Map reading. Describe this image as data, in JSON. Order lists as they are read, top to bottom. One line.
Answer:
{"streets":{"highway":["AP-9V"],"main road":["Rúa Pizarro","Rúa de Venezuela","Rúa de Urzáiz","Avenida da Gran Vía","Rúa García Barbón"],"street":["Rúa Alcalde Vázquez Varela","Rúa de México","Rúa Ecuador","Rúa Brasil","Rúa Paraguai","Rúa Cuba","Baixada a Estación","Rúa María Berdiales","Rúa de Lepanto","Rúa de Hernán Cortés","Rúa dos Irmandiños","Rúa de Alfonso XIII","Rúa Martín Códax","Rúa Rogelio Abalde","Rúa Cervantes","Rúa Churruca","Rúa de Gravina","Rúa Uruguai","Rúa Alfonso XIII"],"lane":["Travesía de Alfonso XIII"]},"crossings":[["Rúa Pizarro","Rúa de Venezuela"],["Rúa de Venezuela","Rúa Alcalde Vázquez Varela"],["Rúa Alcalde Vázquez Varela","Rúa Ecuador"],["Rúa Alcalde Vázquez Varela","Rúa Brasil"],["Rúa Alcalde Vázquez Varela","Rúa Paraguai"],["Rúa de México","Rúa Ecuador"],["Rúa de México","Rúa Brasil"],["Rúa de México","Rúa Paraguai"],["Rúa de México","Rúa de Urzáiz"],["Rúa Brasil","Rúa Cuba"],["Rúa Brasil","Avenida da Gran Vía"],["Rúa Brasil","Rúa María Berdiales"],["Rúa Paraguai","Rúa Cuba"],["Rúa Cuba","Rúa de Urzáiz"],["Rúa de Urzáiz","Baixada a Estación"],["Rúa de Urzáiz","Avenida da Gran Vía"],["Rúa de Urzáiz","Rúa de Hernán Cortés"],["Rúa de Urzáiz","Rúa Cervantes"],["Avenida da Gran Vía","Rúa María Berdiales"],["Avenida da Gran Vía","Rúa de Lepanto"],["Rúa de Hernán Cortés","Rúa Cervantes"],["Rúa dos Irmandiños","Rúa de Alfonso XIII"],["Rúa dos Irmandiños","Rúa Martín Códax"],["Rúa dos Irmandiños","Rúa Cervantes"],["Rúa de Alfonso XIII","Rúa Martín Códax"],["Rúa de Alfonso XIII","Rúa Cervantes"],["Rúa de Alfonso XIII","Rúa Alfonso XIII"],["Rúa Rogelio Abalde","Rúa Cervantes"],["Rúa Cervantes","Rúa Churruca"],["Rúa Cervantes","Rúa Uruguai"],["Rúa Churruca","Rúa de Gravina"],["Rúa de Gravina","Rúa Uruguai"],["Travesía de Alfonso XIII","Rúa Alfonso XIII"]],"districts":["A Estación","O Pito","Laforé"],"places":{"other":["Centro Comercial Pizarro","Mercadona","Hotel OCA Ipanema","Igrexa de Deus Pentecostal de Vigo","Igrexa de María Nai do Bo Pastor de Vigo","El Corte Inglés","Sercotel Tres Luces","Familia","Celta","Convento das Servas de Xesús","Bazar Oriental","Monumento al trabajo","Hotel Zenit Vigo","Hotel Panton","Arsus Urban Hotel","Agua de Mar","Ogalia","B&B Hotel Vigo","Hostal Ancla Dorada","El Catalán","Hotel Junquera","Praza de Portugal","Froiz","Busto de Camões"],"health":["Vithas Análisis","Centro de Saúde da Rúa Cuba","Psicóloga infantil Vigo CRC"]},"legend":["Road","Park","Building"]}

• What is needed
The material shown above is to be retyped in full, without alteration.

• Task response
Map reading. Describe this image as data, in JSON. Order lists as they are read, top to bottom. One line.
Answer:
{"streets":{"highway":["AP-9V"],"main road":["Rúa Pizarro","Rúa de Venezuela","Rúa de Urzáiz","Avenida da Gran Vía","Rúa García Barbón"],"street":["Rúa Alcalde Vázquez Varela","Rúa de México","Rúa Ecuador","Rúa Brasil","Rúa Paraguai","Rúa Cuba","Baixada a Estación","Rúa María Berdiales","Rúa de Lepanto","Rúa de Hernán Cortés","Rúa dos Irmandiños","Rúa de Alfonso XIII","Rúa Martín Códax","Rúa Rogelio Abalde","Rúa Cervantes","Rúa Churruca","Rúa de Gravina","Rúa Uruguai","Rúa Alfonso XIII"],"lane":["Travesía de Alfonso XIII"]},"crossings":[["Rúa Pizarro","Rúa de Venezuela"],["Rúa de Venezuela","Rúa Alcalde Vázquez Varela"],["Rúa Alcalde Vázquez Varela","Rúa Ecuador"],["Rúa Alcalde Vázquez Varela","Rúa Brasil"],["Rúa Alcalde Vázquez Varela","Rúa Paraguai"],["Rúa de México","Rúa Ecuador"],["Rúa de México","Rúa Brasil"],["Rúa de México","Rúa Paraguai"],["Rúa de México","Rúa de Urzáiz"],["Rúa Brasil","Rúa Cuba"],["Rúa Brasil","Avenida da Gran Vía"],["Rúa Brasil","Rúa María Berdiales"],["Rúa Paraguai","Rúa Cuba"],["Rúa Cuba","Rúa de Urzáiz"],["Rúa de Urzáiz","Baixada a Estación"],["Rúa de Urzáiz","Avenida da Gran Vía"],["Rúa de Urzáiz","Rúa de Hernán Cortés"],["Rúa de Urzáiz","Rúa Cervantes"],["Avenida da Gran Vía","Rúa María Berdiales"],["Avenida da Gran Vía","Rúa de Lepanto"],["Rúa de Hernán Cortés","Rúa Cervantes"],["Rúa dos Irmandiños","Rúa de Alfonso XIII"],["Rúa dos Irmandiños","Rúa Martín Códax"],["Rúa dos Irmandiños","Rúa Cervantes"],["Rúa de Alfonso XIII","Rúa Martín Códax"],["Rúa de Alfonso XIII","Rúa Cervantes"],["Rúa de Alfonso XIII","Rúa Alfonso XIII"],["Rúa Rogelio Abalde","Rúa Cervantes"],["Rúa Cervantes","Rúa Churruca"],["Rúa Cervantes","Rúa Uruguai"],["Rúa Churruca","Rúa de Gravina"],["Rúa de Gravina","Rúa Uruguai"],["Travesía de Alfonso XIII","Rúa Alfonso XIII"]],"districts":["A Estación","O Pito","Laforé"],"places":{"other":["Centro Comercial Pizarro","Mercadona","Hotel OCA Ipanema","Igrexa de Deus Pentecostal de Vigo","Igrexa de María Nai do Bo Pastor de Vigo","El Corte Inglés","Sercotel Tres Luces","Familia","Celta","Convento das Servas de Xesús","Bazar Oriental","Monumento al trabajo","Hotel Zenit Vigo","Hotel Panton","Arsus Urban Hotel","Agua de Mar","Ogalia","B&B Hotel Vigo","Hostal Ancla Dorada","El Catalán","Hotel Junquera","Praza de Portugal","Froiz","Busto de Camões"],"health":["Vithas Análisis","Centro de Saúde da Rúa Cuba","Psicóloga infantil Vigo CRC"]},"legend":["Road","Park","Building"]}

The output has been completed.